:: Work instruction ::
The required output is the exact sequence of lines from the line holding "I am building a map index. Convert the" to the end of the records, inclusive.

[Records contained in a dataset]
——————
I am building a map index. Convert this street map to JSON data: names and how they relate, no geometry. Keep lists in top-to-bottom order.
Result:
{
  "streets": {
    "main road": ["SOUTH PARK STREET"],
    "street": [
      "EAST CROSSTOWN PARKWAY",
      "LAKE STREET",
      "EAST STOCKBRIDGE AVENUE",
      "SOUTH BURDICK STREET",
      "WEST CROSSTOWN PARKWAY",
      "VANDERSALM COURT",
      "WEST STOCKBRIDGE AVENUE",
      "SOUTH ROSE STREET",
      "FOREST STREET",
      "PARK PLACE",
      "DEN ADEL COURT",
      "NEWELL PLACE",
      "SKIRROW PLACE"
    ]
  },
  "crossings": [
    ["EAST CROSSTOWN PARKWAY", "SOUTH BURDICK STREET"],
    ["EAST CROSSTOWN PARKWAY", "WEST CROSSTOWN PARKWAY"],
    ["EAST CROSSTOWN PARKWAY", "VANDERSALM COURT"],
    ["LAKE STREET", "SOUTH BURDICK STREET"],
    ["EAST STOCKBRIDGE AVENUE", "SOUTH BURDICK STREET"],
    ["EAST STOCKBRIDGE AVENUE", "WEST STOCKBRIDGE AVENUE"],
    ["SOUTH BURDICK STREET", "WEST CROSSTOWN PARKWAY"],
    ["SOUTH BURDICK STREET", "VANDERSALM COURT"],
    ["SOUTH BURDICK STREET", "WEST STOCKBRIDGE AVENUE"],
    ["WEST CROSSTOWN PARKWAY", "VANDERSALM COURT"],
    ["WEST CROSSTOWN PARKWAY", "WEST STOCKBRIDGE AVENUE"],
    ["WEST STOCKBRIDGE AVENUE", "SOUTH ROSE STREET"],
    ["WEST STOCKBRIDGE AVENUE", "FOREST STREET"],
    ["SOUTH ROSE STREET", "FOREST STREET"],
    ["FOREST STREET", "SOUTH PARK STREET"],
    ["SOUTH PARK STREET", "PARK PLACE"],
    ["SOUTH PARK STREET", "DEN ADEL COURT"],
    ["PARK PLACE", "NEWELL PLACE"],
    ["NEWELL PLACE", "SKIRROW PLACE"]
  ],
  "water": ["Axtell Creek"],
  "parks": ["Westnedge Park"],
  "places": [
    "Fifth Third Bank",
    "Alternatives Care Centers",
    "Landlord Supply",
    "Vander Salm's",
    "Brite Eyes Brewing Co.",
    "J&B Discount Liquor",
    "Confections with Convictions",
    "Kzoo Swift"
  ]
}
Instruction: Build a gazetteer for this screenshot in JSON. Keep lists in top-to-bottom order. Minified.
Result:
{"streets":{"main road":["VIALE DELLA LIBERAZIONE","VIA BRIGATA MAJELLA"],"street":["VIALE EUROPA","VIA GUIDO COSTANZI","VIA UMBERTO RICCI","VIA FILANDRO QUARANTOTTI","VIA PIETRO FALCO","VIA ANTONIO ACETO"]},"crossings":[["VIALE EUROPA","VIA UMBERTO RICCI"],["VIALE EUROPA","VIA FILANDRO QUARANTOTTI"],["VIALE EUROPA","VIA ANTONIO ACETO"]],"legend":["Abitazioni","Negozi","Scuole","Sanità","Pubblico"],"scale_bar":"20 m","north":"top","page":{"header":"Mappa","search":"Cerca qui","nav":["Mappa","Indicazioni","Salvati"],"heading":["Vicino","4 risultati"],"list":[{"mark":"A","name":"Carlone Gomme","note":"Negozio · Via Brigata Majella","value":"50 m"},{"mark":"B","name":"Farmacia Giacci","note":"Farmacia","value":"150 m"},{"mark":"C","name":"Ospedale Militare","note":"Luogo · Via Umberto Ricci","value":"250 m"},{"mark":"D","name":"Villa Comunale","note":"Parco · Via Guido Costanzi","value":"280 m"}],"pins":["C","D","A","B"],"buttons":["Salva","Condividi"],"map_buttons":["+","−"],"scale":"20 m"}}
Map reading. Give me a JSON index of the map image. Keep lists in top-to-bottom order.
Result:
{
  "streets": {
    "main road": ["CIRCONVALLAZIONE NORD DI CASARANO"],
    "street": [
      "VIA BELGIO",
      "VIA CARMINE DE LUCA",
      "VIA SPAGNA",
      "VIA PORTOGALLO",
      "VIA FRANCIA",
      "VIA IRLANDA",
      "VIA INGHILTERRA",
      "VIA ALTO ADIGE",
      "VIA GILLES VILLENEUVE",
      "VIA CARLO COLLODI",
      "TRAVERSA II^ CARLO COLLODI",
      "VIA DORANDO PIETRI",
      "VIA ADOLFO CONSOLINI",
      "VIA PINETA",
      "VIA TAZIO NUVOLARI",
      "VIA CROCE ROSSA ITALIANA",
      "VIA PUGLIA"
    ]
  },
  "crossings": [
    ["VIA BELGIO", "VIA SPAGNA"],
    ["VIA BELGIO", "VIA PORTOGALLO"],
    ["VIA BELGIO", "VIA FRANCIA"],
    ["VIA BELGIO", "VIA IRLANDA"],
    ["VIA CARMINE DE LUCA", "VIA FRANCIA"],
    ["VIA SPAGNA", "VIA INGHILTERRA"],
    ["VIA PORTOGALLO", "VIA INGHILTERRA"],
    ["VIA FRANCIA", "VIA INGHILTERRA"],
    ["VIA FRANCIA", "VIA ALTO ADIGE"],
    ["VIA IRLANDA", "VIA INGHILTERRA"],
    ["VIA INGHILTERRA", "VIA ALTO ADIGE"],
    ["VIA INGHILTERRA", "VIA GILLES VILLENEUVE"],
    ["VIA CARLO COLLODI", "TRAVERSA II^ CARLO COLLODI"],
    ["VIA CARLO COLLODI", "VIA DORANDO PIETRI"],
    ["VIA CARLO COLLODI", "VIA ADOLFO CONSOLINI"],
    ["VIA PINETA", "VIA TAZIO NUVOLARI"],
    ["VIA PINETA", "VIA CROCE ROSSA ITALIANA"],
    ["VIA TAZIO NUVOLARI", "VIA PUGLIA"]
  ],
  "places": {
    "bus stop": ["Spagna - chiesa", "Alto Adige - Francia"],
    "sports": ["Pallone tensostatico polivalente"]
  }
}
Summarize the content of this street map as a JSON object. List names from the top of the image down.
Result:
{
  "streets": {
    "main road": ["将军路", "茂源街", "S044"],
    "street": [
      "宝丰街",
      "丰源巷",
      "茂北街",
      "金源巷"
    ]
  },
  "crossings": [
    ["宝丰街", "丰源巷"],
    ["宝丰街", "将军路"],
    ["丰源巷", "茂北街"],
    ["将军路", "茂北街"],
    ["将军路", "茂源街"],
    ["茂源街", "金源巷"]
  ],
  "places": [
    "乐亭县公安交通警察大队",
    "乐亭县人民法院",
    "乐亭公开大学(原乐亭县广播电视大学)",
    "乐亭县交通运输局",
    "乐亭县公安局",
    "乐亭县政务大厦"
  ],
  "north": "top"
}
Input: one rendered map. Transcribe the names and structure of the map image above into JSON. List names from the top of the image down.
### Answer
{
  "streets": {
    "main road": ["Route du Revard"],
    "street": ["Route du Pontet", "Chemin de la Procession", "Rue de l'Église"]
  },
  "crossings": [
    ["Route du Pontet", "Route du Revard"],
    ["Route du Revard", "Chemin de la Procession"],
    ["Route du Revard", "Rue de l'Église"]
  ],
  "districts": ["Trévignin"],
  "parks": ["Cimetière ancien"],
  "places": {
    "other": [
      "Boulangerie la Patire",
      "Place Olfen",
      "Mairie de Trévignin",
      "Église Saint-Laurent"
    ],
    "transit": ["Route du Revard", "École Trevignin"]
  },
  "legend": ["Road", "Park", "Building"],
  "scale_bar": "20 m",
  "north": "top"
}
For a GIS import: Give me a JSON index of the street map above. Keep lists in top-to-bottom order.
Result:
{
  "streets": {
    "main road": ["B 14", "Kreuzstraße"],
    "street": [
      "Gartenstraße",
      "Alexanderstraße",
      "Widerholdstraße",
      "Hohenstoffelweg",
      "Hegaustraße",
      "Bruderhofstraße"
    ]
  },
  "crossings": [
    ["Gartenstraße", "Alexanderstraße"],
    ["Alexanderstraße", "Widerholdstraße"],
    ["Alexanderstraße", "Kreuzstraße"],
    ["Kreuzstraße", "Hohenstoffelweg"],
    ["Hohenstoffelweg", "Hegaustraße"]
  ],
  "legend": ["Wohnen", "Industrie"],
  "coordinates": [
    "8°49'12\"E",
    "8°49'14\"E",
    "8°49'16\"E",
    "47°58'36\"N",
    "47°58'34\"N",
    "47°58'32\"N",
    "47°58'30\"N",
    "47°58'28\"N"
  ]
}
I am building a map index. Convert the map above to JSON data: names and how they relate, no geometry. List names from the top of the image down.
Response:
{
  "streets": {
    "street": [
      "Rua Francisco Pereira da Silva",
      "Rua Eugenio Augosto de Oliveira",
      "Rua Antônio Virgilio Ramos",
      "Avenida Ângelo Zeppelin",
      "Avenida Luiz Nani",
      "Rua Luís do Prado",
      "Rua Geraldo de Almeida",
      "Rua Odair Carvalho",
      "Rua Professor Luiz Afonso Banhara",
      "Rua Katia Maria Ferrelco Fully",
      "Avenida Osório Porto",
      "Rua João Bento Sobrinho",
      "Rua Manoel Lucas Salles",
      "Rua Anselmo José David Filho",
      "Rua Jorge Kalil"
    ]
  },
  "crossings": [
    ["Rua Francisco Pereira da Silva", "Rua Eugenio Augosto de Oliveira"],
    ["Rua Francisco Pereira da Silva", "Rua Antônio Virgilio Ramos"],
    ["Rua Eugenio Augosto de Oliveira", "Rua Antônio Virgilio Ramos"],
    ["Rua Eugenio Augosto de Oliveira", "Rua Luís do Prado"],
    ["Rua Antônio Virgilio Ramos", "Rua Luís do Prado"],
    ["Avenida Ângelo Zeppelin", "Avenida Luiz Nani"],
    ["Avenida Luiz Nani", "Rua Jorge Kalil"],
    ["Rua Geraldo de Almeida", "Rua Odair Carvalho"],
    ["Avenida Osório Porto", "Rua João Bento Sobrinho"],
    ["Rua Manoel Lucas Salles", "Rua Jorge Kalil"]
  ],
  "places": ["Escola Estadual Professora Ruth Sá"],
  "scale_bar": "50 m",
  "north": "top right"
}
——————
:: The answer ::
I am building a map index. Convert the map above to JSON data: names and how they relate, no geometry. List names from the top of the image down.
Response:
{
  "streets": {
    "street": [
      "Rua Francisco Pereira da Silva",
      "Rua Eugenio Augosto de Oliveira",
      "Rua Antônio Virgilio Ramos",
      "Avenida Ângelo Zeppelin",
      "Avenida Luiz Nani",
      "Rua Luís do Prado",
      "Rua Geraldo de Almeida",
      "Rua Odair Carvalho",
      "Rua Professor Luiz Afonso Banhara",
      "Rua Katia Maria Ferrelco Fully",
      "Avenida Osório Porto",
      "Rua João Bento Sobrinho",
      "Rua Manoel Lucas Salles",
      "Rua Anselmo José David Filho",
      "Rua Jorge Kalil"
    ]
  },
  "crossings": [
    ["Rua Francisco Pereira da Silva", "Rua Eugenio Augosto de Oliveira"],
    ["Rua Francisco Pereira da Silva", "Rua Antônio Virgilio Ramos"],
    ["Rua Eugenio Augosto de Oliveira", "Rua Antônio Virgilio Ramos"],
    ["Rua Eugenio Augosto de Oliveira", "Rua Luís do Prado"],
    ["Rua Antônio Virgilio Ramos", "Rua Luís do Prado"],
    ["Avenida Ângelo Zeppelin", "Avenida Luiz Nani"],
    ["Avenida Luiz Nani", "Rua Jorge Kalil"],
    ["Rua Geraldo de Almeida", "Rua Odair Carvalho"],
    ["Avenida Osório Porto", "Rua João Bento Sobrinho"],
    ["Rua Manoel Lucas Salles", "Rua Jorge Kalil"]
  ],
  "places": ["Escola Estadual Professora Ruth Sá"],
  "scale_bar": "50 m",
  "north": "top right"
}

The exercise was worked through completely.